Hospitals are not known for their flexibility and some get their food from outside vendors under contract. The one thing that you have going for you is that they are supposed to follow physician's orders. Have your doctor specify on your chart that you are on a special diet. Try to find out before hand if the hospital can accommodate your food needs by looking at a food selection chart. Do not be surprised that there is nothing that you can eat. Have the doctor specify that your relatives will be bringing your food. There is usually a refrigerator on the floor for medicines where your food could be kept.

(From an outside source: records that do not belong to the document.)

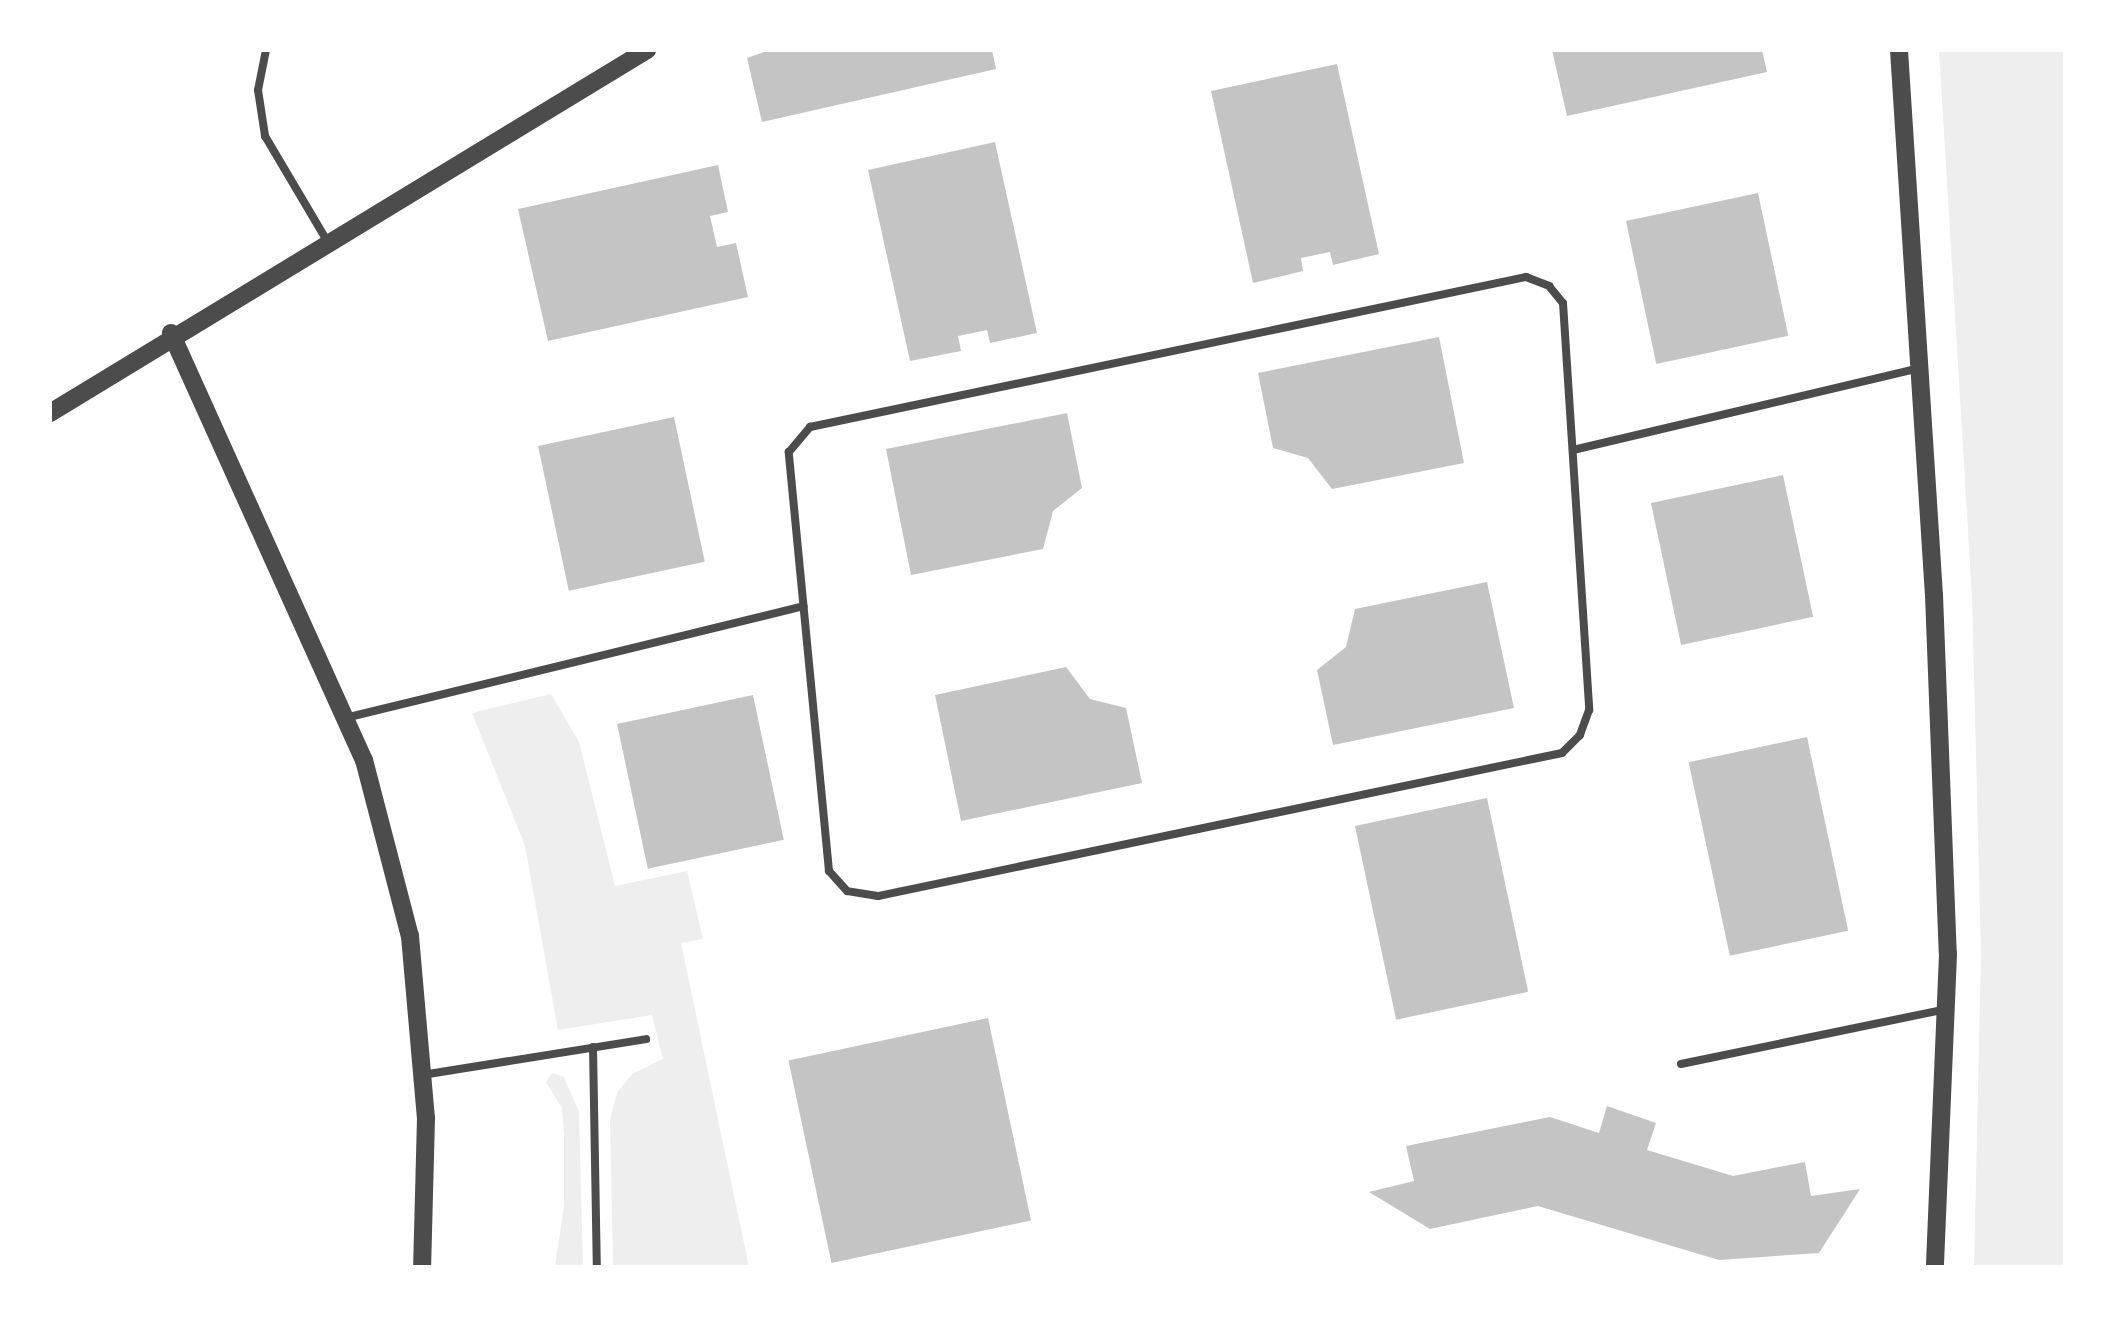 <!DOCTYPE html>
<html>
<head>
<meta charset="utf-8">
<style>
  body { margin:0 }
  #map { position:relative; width:2115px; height:1317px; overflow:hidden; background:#fff; font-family:"Titillium Web",sans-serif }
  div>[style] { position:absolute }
  .green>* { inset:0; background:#eee }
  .building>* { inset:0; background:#c4c4c4; transform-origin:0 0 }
  .service>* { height:8px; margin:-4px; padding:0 4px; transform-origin:4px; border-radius:4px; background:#4c4c4c }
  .tertiary>* { height:18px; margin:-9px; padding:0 9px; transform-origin:9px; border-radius:9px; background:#4c4c4c }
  span { translate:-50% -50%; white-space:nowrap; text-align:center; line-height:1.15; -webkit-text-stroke:8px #fff; paint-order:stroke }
  .frame { position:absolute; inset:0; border:52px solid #fff; pointer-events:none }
</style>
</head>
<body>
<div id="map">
  <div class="green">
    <div style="clip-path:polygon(1939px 50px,2065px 50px,2065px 1267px,1974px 1267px,1981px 954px,1972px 597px)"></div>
    <div style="clip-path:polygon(551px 694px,579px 742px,615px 886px,687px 871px,703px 939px,681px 943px,749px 1267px,613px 1267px,610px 1120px,617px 1093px,632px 1074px,663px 1059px,652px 1015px,558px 1030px,525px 846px,472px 713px)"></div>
    <div style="clip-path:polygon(552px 1073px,564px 1077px,579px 1112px,583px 1267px,555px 1267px,564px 1205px,564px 1135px,562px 1108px,546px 1082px)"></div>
  </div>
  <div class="building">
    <div style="clip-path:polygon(770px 50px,992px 50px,996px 69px,762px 122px,747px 58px)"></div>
    <div style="clip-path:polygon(1552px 50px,1762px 50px,1767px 72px,1567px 116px)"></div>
    <div style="clip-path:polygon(1337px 64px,1379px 254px,1333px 265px,1330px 252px,1301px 258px,1303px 271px,1253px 283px,1211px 91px)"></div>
    <div style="clip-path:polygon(995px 142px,1037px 333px,990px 343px,987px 330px,958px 336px,961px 351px,910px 361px,868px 170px)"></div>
    <div style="clip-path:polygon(718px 165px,728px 212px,710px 216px,717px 247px,736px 243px,748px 297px,548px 341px,518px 209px)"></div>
    <div style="left:1758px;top:193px;width:146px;height:135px;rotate:78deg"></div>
    <div style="clip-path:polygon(1439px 337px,1464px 463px,1332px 489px,1308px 458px,1273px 448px,1258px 373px)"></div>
    <div style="clip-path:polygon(1067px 413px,1082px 488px,1053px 511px,1043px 549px,911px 575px,886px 449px)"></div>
    <div style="left:674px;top:417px;width:148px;height:139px;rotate:78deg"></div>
    <div style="left:1783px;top:475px;width:145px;height:135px;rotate:78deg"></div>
    <div style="clip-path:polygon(1487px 582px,1514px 708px,1333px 745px,1317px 670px,1346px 647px,1355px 609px)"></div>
    <div style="clip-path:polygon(1066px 667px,1090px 699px,1126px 708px,1142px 783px,961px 821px,935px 695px)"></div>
    <div style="left:753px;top:695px;width:148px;height:139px;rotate:78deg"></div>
    <div style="left:1807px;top:737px;width:198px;height:121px;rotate:78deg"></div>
    <div style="left:1487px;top:798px;width:198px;height:135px;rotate:78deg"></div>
    <div style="left:988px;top:1018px;width:207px;height:204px;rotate:78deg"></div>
    <div style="clip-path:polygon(1607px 1106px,1656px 1123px,1647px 1150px,1733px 1176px,1805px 1162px,1811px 1196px,1860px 1189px,1819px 1253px,1719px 1260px,1538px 1206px,1430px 1229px,1369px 1192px,1414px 1181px,1406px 1146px,1550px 1117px,1599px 1133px)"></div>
  </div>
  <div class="service">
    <div style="left:266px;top:50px;width:41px;rotate:101.3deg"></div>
    <div style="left:258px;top:90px;width:47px;rotate:81.3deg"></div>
    <div style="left:265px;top:136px;width:122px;rotate:59.4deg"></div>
    <div style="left:1526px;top:277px;width:25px;rotate:21deg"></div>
    <div style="left:1549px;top:286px;width:22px;rotate:51deg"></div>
    <div style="left:1563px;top:303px;width:408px;rotate:86.3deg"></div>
    <div style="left:1589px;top:710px;width:27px;rotate:110deg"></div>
    <div style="left:1580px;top:735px;width:25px;rotate:135deg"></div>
    <div style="left:1562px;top:753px;width:699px;rotate:168.19deg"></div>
    <div style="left:878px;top:896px;width:31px;rotate:-171deg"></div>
    <div style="left:847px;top:891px;width:27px;rotate:-132deg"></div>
    <div style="left:829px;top:871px;width:421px;rotate:-95.5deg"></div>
    <div style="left:789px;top:452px;width:33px;rotate:-50deg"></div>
    <div style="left:810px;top:427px;width:732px;rotate:-11.83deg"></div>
    <div style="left:1573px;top:450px;width:356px;rotate:-13.3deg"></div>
    <div style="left:345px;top:718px;width:472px;rotate:-13.7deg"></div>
    <div style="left:593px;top:1047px;width:220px;rotate:89deg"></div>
    <div style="left:1681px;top:1064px;width:271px;rotate:-11.7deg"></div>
    <div style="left:422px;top:1075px;width:227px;rotate:-9.1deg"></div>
  </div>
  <div class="tertiary">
    <div style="left:1899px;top:50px;width:546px;rotate:86.33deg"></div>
    <div style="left:1934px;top:595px;width:359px;rotate:87.8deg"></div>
    <div style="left:1948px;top:954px;width:313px;rotate:92.4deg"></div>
    <div style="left:171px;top:333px;width:469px;rotate:65.7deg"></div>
    <div style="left:364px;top:760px;width:182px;rotate:75.4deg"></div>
    <div style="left:410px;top:936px;width:183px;rotate:85deg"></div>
    <div style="left:426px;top:1118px;width:149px;rotate:91.5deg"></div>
    <div style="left:50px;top:413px;width:699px;rotate:-31.3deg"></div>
  </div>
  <div class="frame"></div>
</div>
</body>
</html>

What you can eat will also depend on the type of surgery. Find out before hand if you will need a liquid diet for a while after the surgery. Preparation beforehand is key so get into your kitchen and prepare. If relatives want to know what they can do, train them Give them some SCD recipes. Have a supply of unflavored gelatin, E-lyte or ELETE electrolytic drinks, a allowable juice and probiotic capsules. Make and freeze small plastic containers of things like: chicken broth, bone broth, pieces of cooked chicken, easy to eat (pureed) cooked vegetables from your safe list. Have a supply on hand of bananas, SCD cheeses and SCD yogurt ready at home to be brought in daily portions. Be sure you have an insulated carry pack with reusable blue ice for transportation of perishables.
Packets of gelatin, tea bags, and other things that do not need refrigeration can be kept in a drawer by your bed. A squeeze jar or individual packets of honey may also be handy at bedside. With your family supplying you with SCD allowable food, and your stash in the nurse's refrigerator, you should be okay. You can get the SCD nutritional equivalent of jello by using unflavored gelatin, warm water, honey and a little fruit juice. You can even make your own SCD jello in small plastic cups before you go into the hospital. Fortunately, hospital stays are usually short.